"Less a movement than a barely unified period of gnarled transitions, No Wave is still best defined by its practitioners' aggressive nascence." Joseph Jon Lanthier in Slant: "The shrugging cancellation implied by its title — and alternate name, the 'Blank' Generation — suggests the awkward cusps inhabited by New York City's art scene circa 1977; it was post-Warhol and Underground but pre-indie, post-Beat and hippie but pre-punk, post-bohemian but pre-gentrification. The environment lacked a cohesive ethos save for an obligatory disdain for studied mainstream culture. And though it encompassed the first works by artists such as Amos Poe, Jim Jarmusch, and Glenn Branca, nearly all of its participants would move on and mature by the mid 80s. No Wave was indeed so brief, baroque, and localized that it might be most conveniently considered an amorphous prototype."
In Céline Danhier's Blank City, "the influence of Jack Smith, Jonas Mekas and Burroughs are cited," notes the L's Mark Asch, "political and historical junkies get little contextual hits as the influence of Reagan is juxtaposed with the exploding gallery market for street art from Wild Style's cast members, in between mentions of the Son of Sam, AIDS and club culture, and drugs and the Tompkins Square Riots… There's a wistful romanticism that pervades the many 16mm clips of artists and 'artists' walking alongside burned-out squats and vacant lots — the title's a riff on Amos Poe's documentary, Blank Generation, title from Richard Hell's song about the nihilistic glory of an empty canvas. Everyone gives their talking head in nicely appointed middle-aged apartments, and looks gorgeous and badass in the old photos that flicker before the end credits."
"The self-celebration is interrupted only late in the game by director James Nares, who slams Jean-Michel Basquiat for making it cool to have cash," notes Michael Wilson for Artforum. "From here, it's the fast track to something like mainstream success for a select few, and a digging in of heels for others. Most notable among the latter is Nick Zedd, whose 1985 manifesto stakes out a more lurid and confrontational territory in the form of the Cinema of Transgression… If Blank City has a star, it's not the more critically lauded and commercially successful likes of Jarmusch or Steve Buscemi, but this pouting man in black, a stubborn iconoclast who doesn't wanna grow up."

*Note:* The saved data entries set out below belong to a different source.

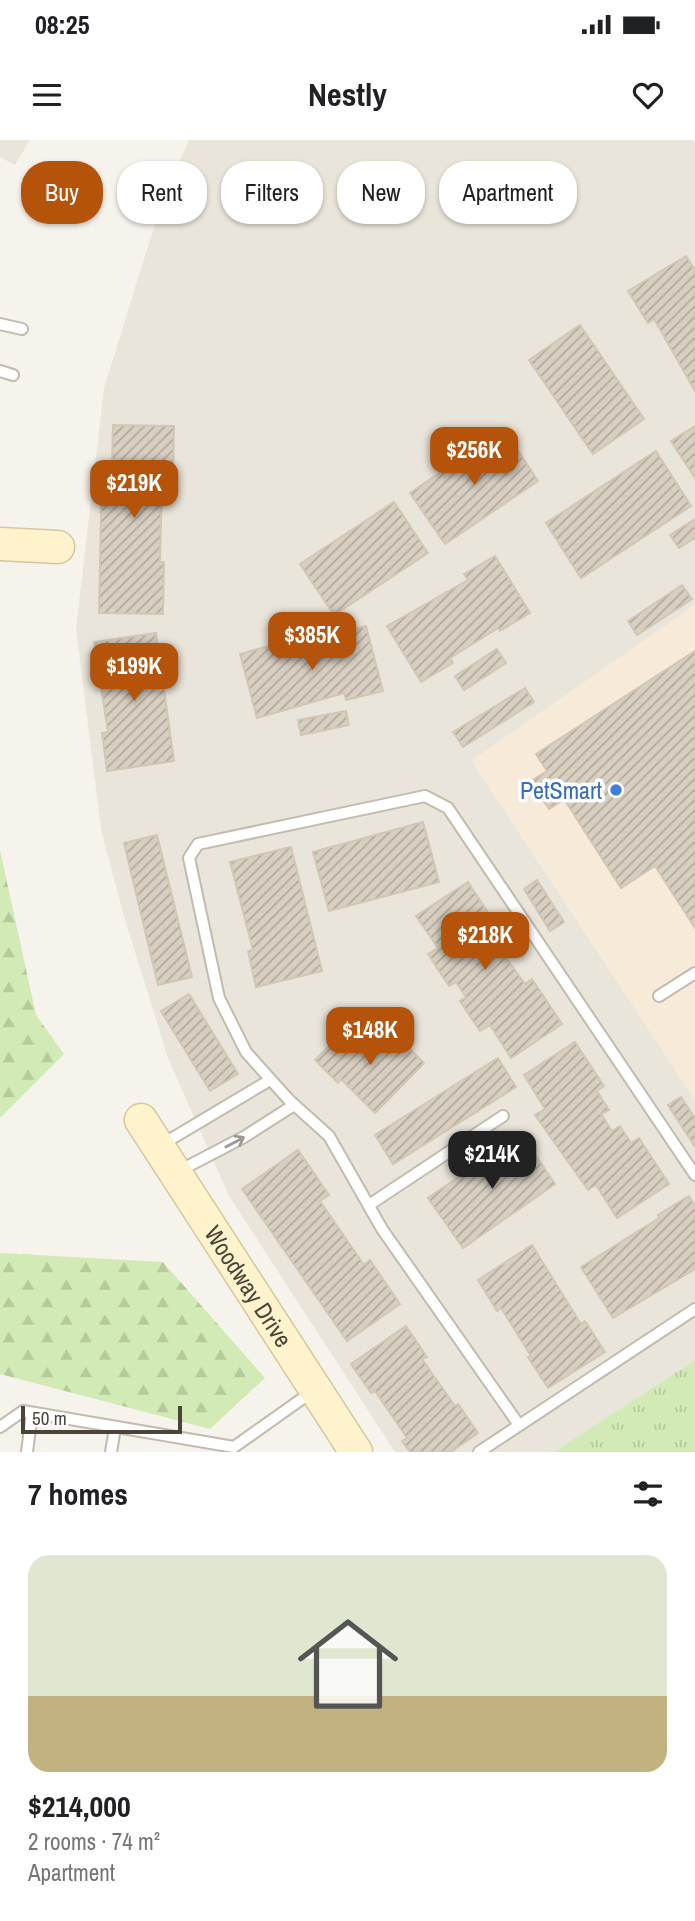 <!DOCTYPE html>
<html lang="en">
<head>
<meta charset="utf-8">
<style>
	body { margin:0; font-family:"Archivo Narrow",sans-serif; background:#f6f6f6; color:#202124; height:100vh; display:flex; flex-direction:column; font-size:26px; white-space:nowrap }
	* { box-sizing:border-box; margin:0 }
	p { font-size:23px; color:#757577 }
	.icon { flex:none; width:38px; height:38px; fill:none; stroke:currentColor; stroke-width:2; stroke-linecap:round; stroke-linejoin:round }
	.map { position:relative; height:1312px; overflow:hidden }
	.details { display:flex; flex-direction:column; background:#fff; flex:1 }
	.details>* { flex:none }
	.banner { position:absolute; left:21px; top:21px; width:654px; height:63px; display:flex; gap:14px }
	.scale { position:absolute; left:21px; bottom:18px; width:161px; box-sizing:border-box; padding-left:7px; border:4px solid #4b4439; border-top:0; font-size:19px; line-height:24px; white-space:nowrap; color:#4b4439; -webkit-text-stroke:5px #fff; paint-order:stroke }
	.price { position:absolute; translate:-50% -60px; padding:0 16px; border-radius:14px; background:#b45309; color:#fff; font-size:23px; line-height:46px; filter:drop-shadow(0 2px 4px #0008) }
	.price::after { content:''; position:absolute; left:50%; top:42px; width:21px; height:16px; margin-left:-10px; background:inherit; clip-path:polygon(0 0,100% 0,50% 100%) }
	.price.on { background:#222; color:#fff }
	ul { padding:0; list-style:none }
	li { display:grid; align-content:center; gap:14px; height:371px; padding:0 28px }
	li span { display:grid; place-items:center; height:217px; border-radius:21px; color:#555 }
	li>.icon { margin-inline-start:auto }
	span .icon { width:126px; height:126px; fill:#fffc; stroke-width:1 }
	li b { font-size:30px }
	h2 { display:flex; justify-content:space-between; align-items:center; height:84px; padding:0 28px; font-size:30px }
	.pill { padding:0 24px; border-radius:28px; background:#fff; box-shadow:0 2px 5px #0004; font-size:24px; line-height:63px }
	.pill.on { background:#b45309; color:#fff }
	.status { display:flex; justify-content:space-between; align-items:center; height:49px; padding:0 35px; background:#fff; direction:ltr }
	.status svg { height:19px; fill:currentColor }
	header { display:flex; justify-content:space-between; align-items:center; height:91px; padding:0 28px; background:#fff; font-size:32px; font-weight:700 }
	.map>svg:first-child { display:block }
	.residential { fill:#eae5da }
	.commercial { fill:#f7ead8 }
	.grass { fill:url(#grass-tufts) }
	.forest { fill:url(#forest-firs) }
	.building { fill:url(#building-hatch); stroke:#d3c7b4; stroke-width:2 }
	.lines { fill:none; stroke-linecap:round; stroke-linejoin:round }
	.lane-casing { stroke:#c2bbae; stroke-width:14 }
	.secondary-casing { stroke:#d6c79b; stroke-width:35 }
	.lane { stroke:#fff; stroke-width:10 }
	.secondary { stroke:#fff3cd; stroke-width:32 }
	.oneway { stroke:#9c9892 }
	.shop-dot { fill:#3f7fe0; stroke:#fff; stroke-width:2.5 }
	.labels { text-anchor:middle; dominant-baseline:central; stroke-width:7; stroke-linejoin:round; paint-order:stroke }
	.shop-label { font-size:24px; fill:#366cbe; stroke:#fff; text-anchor:end }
	.street-label { font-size:24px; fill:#4b4439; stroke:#fff }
</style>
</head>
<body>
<div class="status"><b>08:25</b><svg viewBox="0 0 49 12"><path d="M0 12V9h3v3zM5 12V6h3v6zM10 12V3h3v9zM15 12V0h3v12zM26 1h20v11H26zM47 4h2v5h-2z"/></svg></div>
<header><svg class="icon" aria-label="menu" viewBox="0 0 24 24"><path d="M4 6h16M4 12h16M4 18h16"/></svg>Nestly<svg class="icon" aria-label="heart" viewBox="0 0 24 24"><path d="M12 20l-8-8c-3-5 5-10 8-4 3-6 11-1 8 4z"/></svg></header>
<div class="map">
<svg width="695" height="1312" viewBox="0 0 695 1312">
	<defs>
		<pattern id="grass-tufts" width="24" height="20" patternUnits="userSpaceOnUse" patternTransform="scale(1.75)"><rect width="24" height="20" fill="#d2eab5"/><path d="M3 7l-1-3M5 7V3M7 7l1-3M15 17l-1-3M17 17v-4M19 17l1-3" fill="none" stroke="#b6ca9c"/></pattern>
		<pattern id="forest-firs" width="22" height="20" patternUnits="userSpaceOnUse" patternTransform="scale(1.75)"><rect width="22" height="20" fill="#d2eab5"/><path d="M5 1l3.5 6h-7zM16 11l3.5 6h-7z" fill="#b6ca9c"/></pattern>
		<pattern id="building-hatch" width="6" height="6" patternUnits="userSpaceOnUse" patternTransform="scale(1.75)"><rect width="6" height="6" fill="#d8cfc1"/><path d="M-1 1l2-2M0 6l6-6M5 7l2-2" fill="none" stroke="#b1aa9e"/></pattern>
	</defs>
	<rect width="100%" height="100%" fill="#f6f3ec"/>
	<g class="residential">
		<polygon points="0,0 30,0 15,25 0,17"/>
		<polygon points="189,0 693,0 695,3 695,465 472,621 695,960 695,1220 554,1312 395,1312 229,1056 168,918 123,773 101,689 76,489 104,248 162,61"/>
	</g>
	<polygon class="commercial" points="695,465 695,960 472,620"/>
	<polygon class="grass" points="695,1220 695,1312 554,1312"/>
	<g class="forest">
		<polygon points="0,710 36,875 64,914 0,978"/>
		<polygon points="0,1113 163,1122 265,1238 210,1289 0,1234"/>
	</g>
	<g class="building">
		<polygon points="686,116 695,130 695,251 654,179 648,183 628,151"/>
		<polygon points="580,185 644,279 593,314 529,220"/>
		<polygon points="113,285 174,286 173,341 162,341 160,422 164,422 163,474 99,473 102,325 112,325"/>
		<polygon points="695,286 695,338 671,301"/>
		<polygon points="504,289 538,341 445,404 410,353"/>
		<polygon points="656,311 691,366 581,438 546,383"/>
		<polygon points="394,362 428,413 334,475 300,424"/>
		<polygon points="695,379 695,398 679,408 670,395"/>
		<polygon points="495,416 530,473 500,491 498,488 450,518 453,523 421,542 387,486 468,440 464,434"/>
		<polygon points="682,445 692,459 637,495 628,481"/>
		<polygon points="366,486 383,551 346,560 344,553 257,578 240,514 276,504 278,511"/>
		<polygon points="156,493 174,621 107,631 102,593 108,592 94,502"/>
		<polygon points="497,509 506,523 464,550 455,536"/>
		<polygon points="695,511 695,788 655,726 621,748 564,659 549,669 531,641 547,631 536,614"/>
		<polygon points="525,548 534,562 463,607 453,592"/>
		<polygon points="346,571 349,585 301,595 298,580"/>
		<polygon points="423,682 439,742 329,771 313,712"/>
		<polygon points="157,695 192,837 158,845 124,703"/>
		<polygon points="291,707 322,831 256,847 248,811 253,810 230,722"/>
		<polygon points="537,740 564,782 550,791 524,749"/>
		<polygon points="468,742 497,786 488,792 525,844 532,839 562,884 511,918 490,885 480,891 460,861 466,857 456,842 449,846 428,814 438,808 416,776"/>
		<polygon points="189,854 238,934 210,951 161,871"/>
		<polygon points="344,891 357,904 370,891 388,910 399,898 424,923 375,973 341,939 338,943 315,920"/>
		<polygon points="575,902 604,946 597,951 609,970 601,974 612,991 620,986 631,1003 639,998 669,1044 617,1078 596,1045 588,1050 535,975 545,969 524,935"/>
		<polygon points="498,918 516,947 393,1024 375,995"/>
		<polygon points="681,957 695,978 695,1007 668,965"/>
		<polygon points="521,994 555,1044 463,1108 428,1058"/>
		<polygon points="298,1010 329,1055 320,1061 364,1125 370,1120 400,1164 347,1201 242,1049"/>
		<polygon points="689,1056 695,1066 695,1129 613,1178 581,1127 659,1078 658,1075"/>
		<polygon points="532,1105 581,1184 585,1181 605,1212 548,1248 528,1217 531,1216 501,1168 497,1171 478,1140"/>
		<polygon points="406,1186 427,1217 422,1219 455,1266 458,1264 478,1293 451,1312 410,1312 402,1301 407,1298 375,1251 371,1253 351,1224"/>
	</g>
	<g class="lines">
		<defs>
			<g id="lane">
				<polyline points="0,184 22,189"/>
				<polyline points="0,231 13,235"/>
				<polyline points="659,856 695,833"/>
				<polyline points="161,1005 270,940"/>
				<polyline points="177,1032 244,997 294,965"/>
				<polyline points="369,1065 503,976"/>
				<polyline points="519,1285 382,1089 329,996 289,960 246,912 219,858 189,718 198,704 425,656 448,668 695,1035"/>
				<polyline points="0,1287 23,1271 234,1307 313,1251"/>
				<polyline points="27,1312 32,1273"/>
				<polyline points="111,1312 115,1288"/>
				<polyline points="479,1312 695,1169"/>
			</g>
			<g id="secondary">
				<polyline points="0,404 58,407"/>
				<path id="s1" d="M141 980 356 1312"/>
			</g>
		</defs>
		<use href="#lane" class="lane-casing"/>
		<use href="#secondary" class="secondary-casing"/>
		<use href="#lane" class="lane"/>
		<use href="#secondary" class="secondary"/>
	</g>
	<defs><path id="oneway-shaft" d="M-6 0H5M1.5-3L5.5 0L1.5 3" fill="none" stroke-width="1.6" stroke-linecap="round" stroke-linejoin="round" transform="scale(1.75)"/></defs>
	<use class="oneway" href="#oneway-shaft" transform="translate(235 1002) rotate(-28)"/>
	<circle class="shop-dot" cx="616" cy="650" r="7"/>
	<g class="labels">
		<g class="shop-label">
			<text x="602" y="650">PetSmart</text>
		</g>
		<g class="street-label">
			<text stroke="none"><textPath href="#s1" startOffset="198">Woodway Drive</textPath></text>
		</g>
	</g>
</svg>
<div class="scale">50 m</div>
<b class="price" style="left:474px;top:347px">$256K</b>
<b class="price" style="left:134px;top:380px">$219K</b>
<b class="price" style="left:312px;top:532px">$385K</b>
<b class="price" style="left:134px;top:563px">$199K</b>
<b class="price" style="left:485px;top:832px">$218K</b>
<b class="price" style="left:370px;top:927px">$148K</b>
<b class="price on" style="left:492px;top:1051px">$214K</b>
<div class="banner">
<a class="pill on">Buy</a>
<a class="pill">Rent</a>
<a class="pill">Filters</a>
<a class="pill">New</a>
<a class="pill">Apartment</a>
</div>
</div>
<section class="details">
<h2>7 homes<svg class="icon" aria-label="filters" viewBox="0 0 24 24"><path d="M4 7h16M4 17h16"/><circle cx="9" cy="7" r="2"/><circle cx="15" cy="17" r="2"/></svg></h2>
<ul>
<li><span style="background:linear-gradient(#dfe7d0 65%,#c2b280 0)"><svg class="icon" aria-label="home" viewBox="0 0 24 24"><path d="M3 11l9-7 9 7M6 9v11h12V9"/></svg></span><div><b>$214,000</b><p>2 rooms · 74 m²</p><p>Apartment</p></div></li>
</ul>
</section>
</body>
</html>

"Nothing in this assemblage of clips will convince anyone not already sold on the enduring artistic importance of these movements beyond the world bounded by 14th Street and the Holland Tunnel," writes Nick Pinkerton in the Voice. "Danhier has made a lifestyle-nostalgia oral history after the popular Please Kill Me model, but gets none of the tall tales and internecine grudging that made that tome so entertaining."
More from Joe Bendel, L Caldoran (Cinespect), David Fear (Time Out New York, 4/5), Michelle Orange (Movieline) and AO Scott (New York Times). Image above: From Patti Astor and Eric Mitchell's Underground USA (1980). Blank City is at the IFC Center in New York and will be traveling around the country in May.
Updates, 4/8: "In the abstract, this story's been told before. But in its particulars, Blank City is long overdue." A B+ from Noel Murray at the AV Club.
Stephen Saito for IFC: "There's no doubt it was difficult for Dahnier to track down many of the films today, which is part of Blank City's great appeal, as much if not more so than tales of how Jarmusch dragged houseguest Basquiat under the frame to keep him out of Permanent Vacation or Zedd making an autobiographical film about his ex-girlfriend Lydia Lunch dumping him starring the actress as herself. While that may be frustrating for those who want to delve deeper into No Wave cinema, it's almost appropriate that even in a history of such a transient cinematic movement, you're only treated to brief glimpses."
"It took 30 years for Charles Burnett's first film, Killer of Sheep (1977), one of the greatest evocations of daily hardship and joy, to receive a proper theatrical release," writes Melissa Anderson in the Voice. "17 have passed since The Glass Shield (1994), his scorching, complex look at racism and police corruption, and his last movie to be picked up for distribution. Yet Burnett has never stopped working: MOMA's complete retrospective redresses the neglect this singular filmmaker, the foremost storyteller of African-American lives, has often withstood." Charles Burnett: The Power to Endure opens this evening and runs through April 25. Cinespect's Ryan Wells interviews Burnett, who has "about five or six projects total in the works," among them a documentary on Barack Obama's mother, Ann Dunham. Image above: My Brother's Wedding (1983), screening Thursday, Saturday and Sunday.
Disappearing Act III, a showcase of European cinema, opens tonight in New York with a series of free screenings of "19 films that have made a name for themselves among critics and on the festival circuit, yet remain largely unknown to American audiences." Through April 14.
Nick Schager in the Voice: "Resuscitating the semi-autobiographical navel-gazing of their 1993 breakthrough indie My Life's in Turnaround, Eric Schaeffer and Donal Lardner Ward pick up with their respective alter egos, Splick and Jason, 18 years later, in They're Out of the Business, still struggling to both solidify cinematic careers and find love." More from Diego Costa (Slant, 1/4) and Mike Hale (NYT). At the IFC Center.
NOT IN NEW YORK
The Buenos Aires Festival Internacional de Cine Independiente (site) opens today and runs through April 17. What to see? Micropsia has gathered recommendations from Scott Foundas, Robert Koehler, Jaime Pena, Mark Peranson and Neil Young.
International House Philadelphia presents a program of shorts from the Robert Flaherty Seminar this evening.
IN OTHER NEWS
Projectorhead is a new film journal out of Delhi whose first issue features editor Gautam Valluri's interview with Matthias Grunsky, Anuj Malhotra on Jules Dassin, Kaz Rahman's "Islamic" reading of Kiarostami's Close-Up, Ankan Kazi on "New Bengali Cinema," Svetlana Naudiyal on Kundan Shah's Jaane Bhi Do Yaaro (Who Pays the Piper, 1983) and a string of capsule reviews of recent releases.